Ajalia put her hands on the edge of the great hollow, and she tried to think of what she wanted to say. She told herself that she didn't want to say anything at all, and then she looked back at Delmar, and saw the terror-stricken whiteness in his cheeks.
"My mother wore two faces," Ajalia said finally, and she began to gather the thick books that lined the edge of the hollow. Many of the books were falling apart; their bindings were loose, and threads, and scraps of leather, and painted manuscript hung out from the sides. "Do you need these?" she asked, holding one ragged tome up, and looking at Delmar. He was looking at her as though she were some species of insect.
"How could your mother be a witch?" he demanded. "She wasn't from Slavithe, was she?"
"Anyone can hurt someone else," Ajalia said. "You don't have to be born in Slavithe to become evil."
"But she can't be a witch," Delmar protested. "That makes no sense. All the magic is here, with the children of Bakroth and his wife."

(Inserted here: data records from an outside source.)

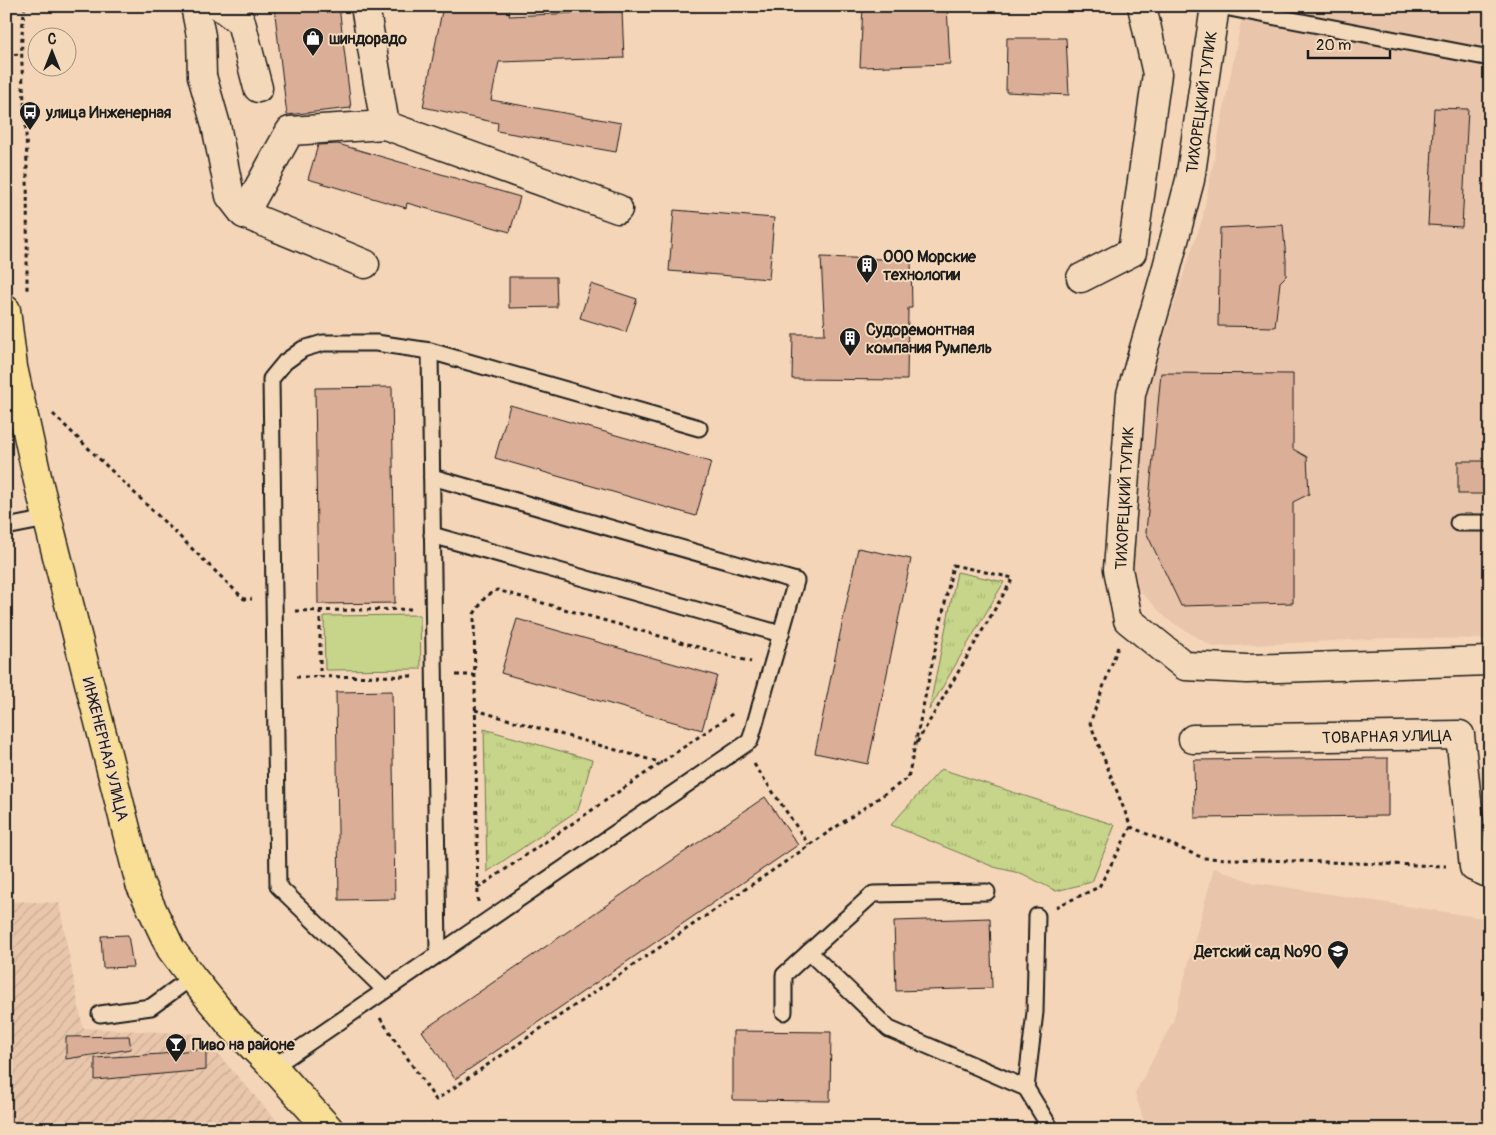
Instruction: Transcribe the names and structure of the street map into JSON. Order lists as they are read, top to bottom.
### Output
{
  "streets": {
    "main road": ["ИНЖЕНЕРНАЯ УЛИЦА"],
    "street": ["ТИХОРЕЦКИЙ ТУПИК", "ТОВАРНАЯ УЛИЦА"]
  },
  "places": {
    "shop": ["шиндорадо"],
    "bus stop": ["улица Инженерная"],
    "building": ["ООО Морские технологии", "Судоремонтная компания Румпель"],
    "school or university": ["Детский сад №90"],
    "bar": ["Пиво на районе"]
  },
  "scale_bar": "20 m",
  "north": "top"
}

"But Bakroth brought slaves from all over," Ajalia pointed out. "So the magic had to come from somewhere else, which means it is other places." Ajalia watched Delmar think this over. She lifted the book again. "I'm going to ask you an honest question," she said, "and I want you to think for a moment before you answer me."

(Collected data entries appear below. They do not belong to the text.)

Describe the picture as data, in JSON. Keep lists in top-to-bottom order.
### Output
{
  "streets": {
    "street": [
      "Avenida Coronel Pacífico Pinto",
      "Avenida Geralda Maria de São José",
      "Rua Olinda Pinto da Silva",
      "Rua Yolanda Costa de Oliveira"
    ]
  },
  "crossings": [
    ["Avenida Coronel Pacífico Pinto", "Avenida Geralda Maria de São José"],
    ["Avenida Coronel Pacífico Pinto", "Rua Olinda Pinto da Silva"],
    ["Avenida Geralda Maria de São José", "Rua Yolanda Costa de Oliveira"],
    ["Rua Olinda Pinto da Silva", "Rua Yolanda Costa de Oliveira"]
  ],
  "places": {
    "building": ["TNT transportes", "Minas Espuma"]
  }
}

Delmar looked at her, and then at the book. Ajalia watched his breath expand cautiously in his chest; she thought that he was still feeling around inside, trying to find the place where his mother had lain concealed.
"Does Ocher want to use me?" Ajalia asked suddenly. The idea had just occurred to her; she had been so focused on Delmar, and on his mother's twisted theft of his powers, that she had yet to consider the role a man might play in the theft of magic. She remembered now the dark shadows that Delmar had thrust out of her body with his light bolt from the blue sky, and she shivered a little. She remembered her father now, and a shudder of revulsion passed between her shoulder blades.
"Does Ocher know?" she asked him. Delmar got slowly off the horse, and came to the hollow. He put his hands on the books, and stroked them, as if they were tender children. "Does he know he would be stealing me, and twisting me for his own purposes?" she asked. Delmar met her eyes for a brief moment.
"Yes," he said, so quietly that she almost didn't hear. Ajalia put the book down that she was holding, and her mind wandered to Philas, and the strange attachment she had felt to him, before Delmar had begun to hold her hand, and then to kiss her.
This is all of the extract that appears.